An even better way to get value from a meeting – especially for senior devs and tech leads – is to attend for the rest of the team and write a one-page summary that can be consumed at the rest of the team's leisure.

Take the meeting from the previous section: A senior dev hashed out the issue with the PM one on one and spends an extra 30 minutes post-meeting summarizing the key points learned and decisions made. The senior dev just added $1500 worth of business value in an hour and a half of work – a real force multiplier.

Have Better Meetings

  • Batching meetings: When possible, reschedule meetings to right around my team's daily standup and at the end of the day when I'm ready for a mental break. I try to keep the 11 am-4 pm block of my day free. Bonus point: the best way to batch meetings is to skip them.
  • Have an agenda: This is meeting 101 stuff, but it is too often ignored. Have the action items and desired meeting results spelled out ahead of time, this allows you to cut them short once a decision is made. Bonus point: be the guy who says 'sounds like we finished everything on the agenda, shall we call it?'.
  • Separate the async from the sync: You wouldn't block the main JS thread with functions that can be resolved asynchronously, so why block a synchronous meeting going over information that can be provided via email and read whenever? Bonus point: sometimes the act of writing down the context turns a meeting into an email or slack poll.

Hacker News

danjac

I used to hate meetings full stop, now I have a more nuanced take: my purpose at work is to create solutions, not code, and all other things being equal, the less code that needs to be written towards that solution, the better.
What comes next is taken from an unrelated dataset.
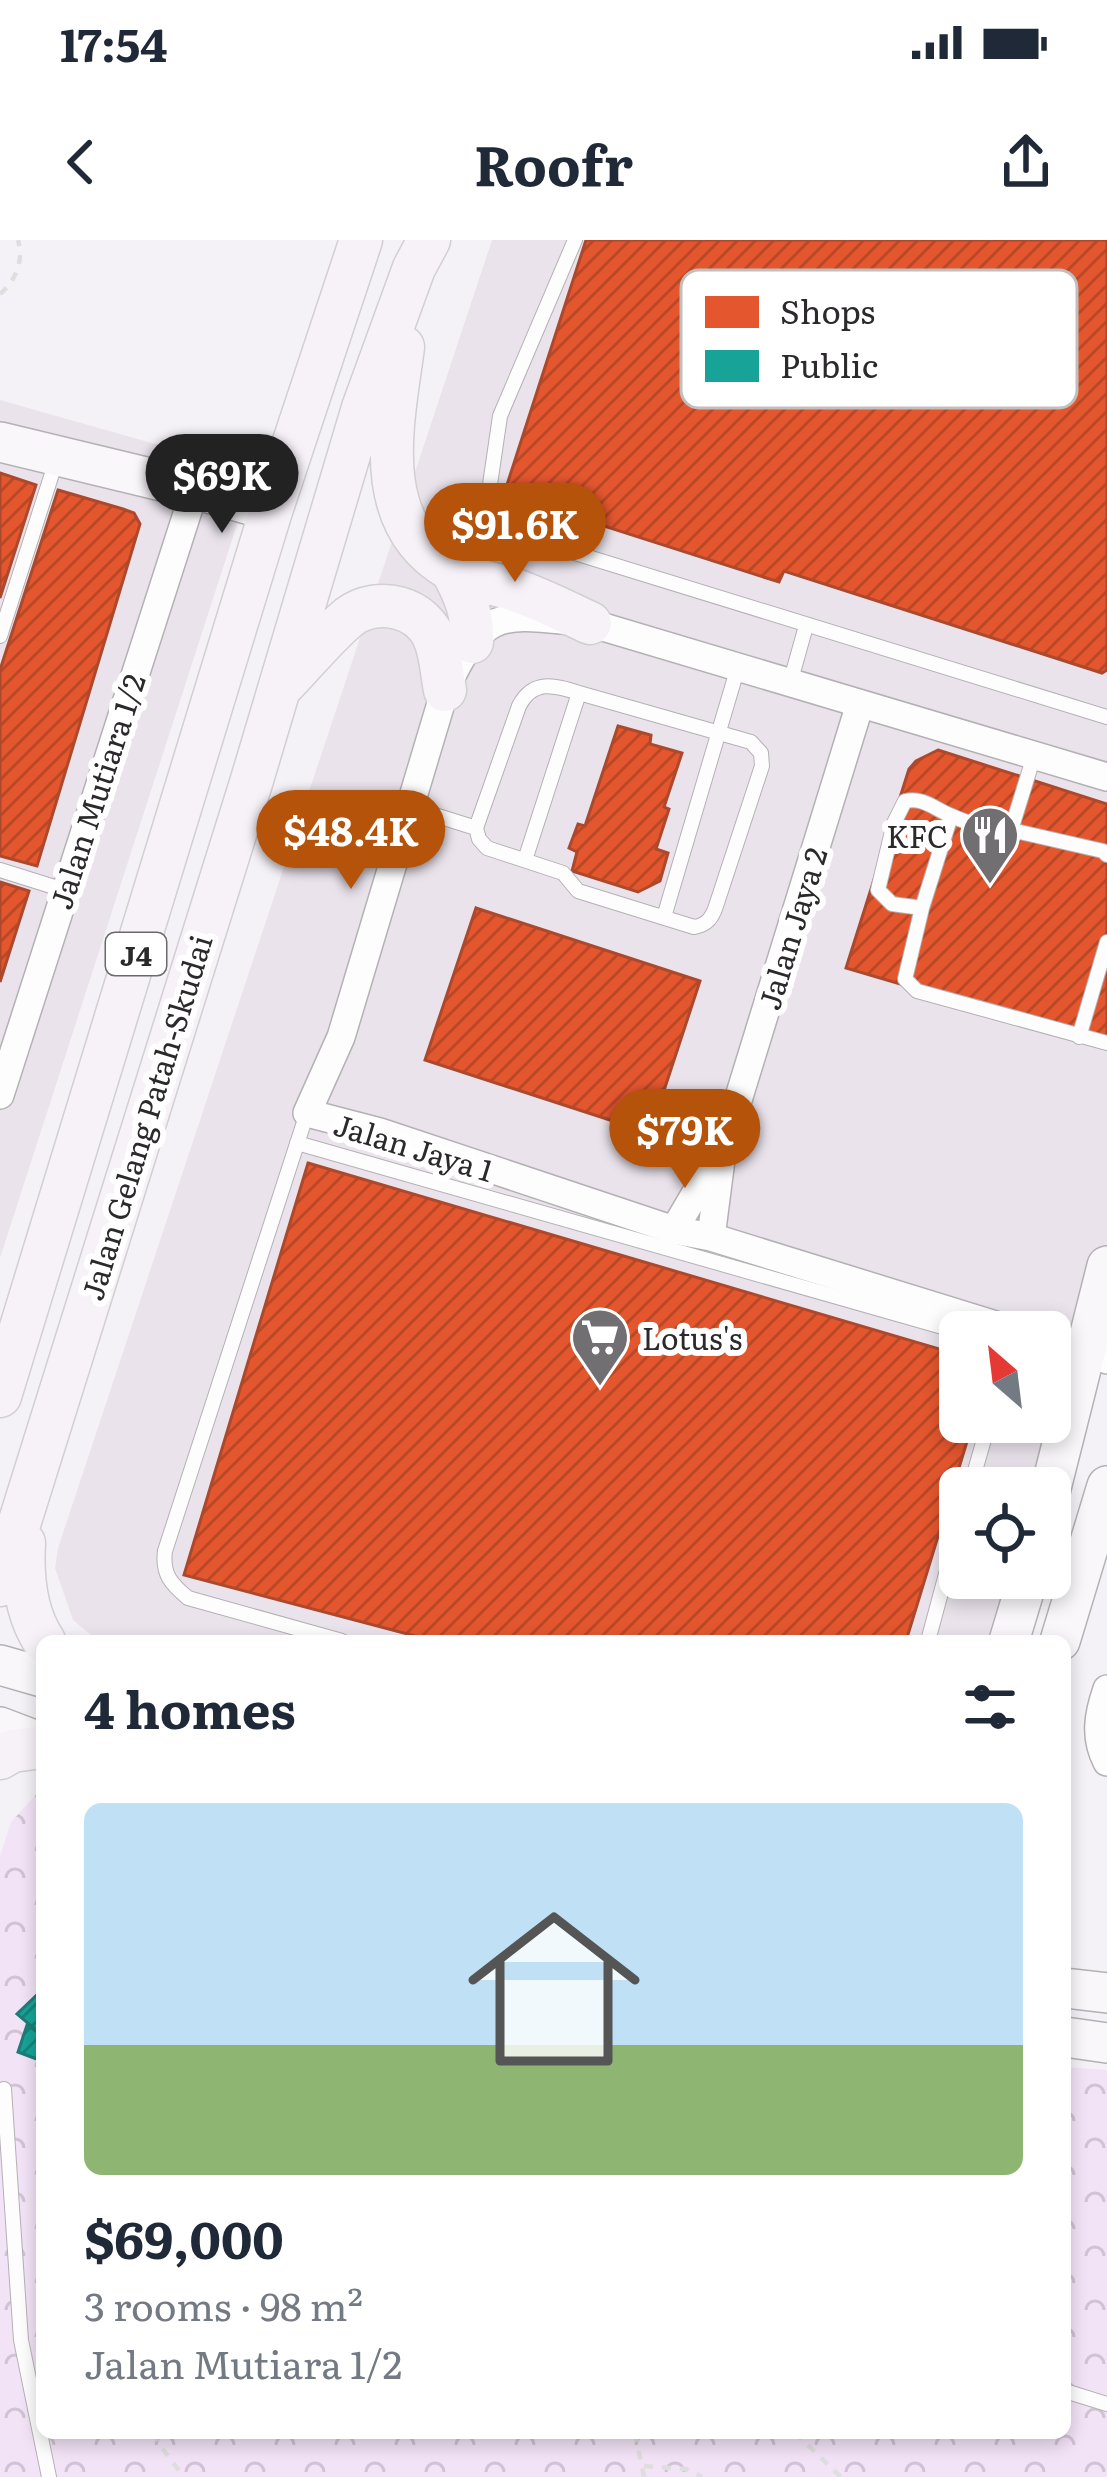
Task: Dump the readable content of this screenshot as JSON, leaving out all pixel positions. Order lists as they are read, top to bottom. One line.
{"streets":{"main road":["J4","Jalan Gelang Patah-Skudai"],"street":["Jalan Mutiara 1/2","Jalan Jaya 2","Jalan Jaya 1"]},"crossings":[["Jalan Jaya 2","Jalan Jaya 1"]],"places":{"restaurant":["KFC"],"supermarket":["Lotus's"]},"legend":["Shops","Public"],"north":"top left","page":{"status":"17:54","header":"Roofr","price":["$69K","$91.6K","$48.4K","$79K"],"heading":"4 homes","list":[{"name":"$69,000","note":"3 rooms · 98 m² · Jalan Mutiara 1/2"}]}}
A good meeting with a clear agenda and outcomes can save hours, or even days or weeks of writing code. A bad meeting - poorly organized and led, clashing egos instead of reasonable arguments, and so on - is something nobody needs.


Sometimes a daily standup can be a good tool to get a dysfunctional (poorly communicating) team or project into a place where they at least have to get into the habit of communicating with each other enough to convey basic information and tasks on a daily basis.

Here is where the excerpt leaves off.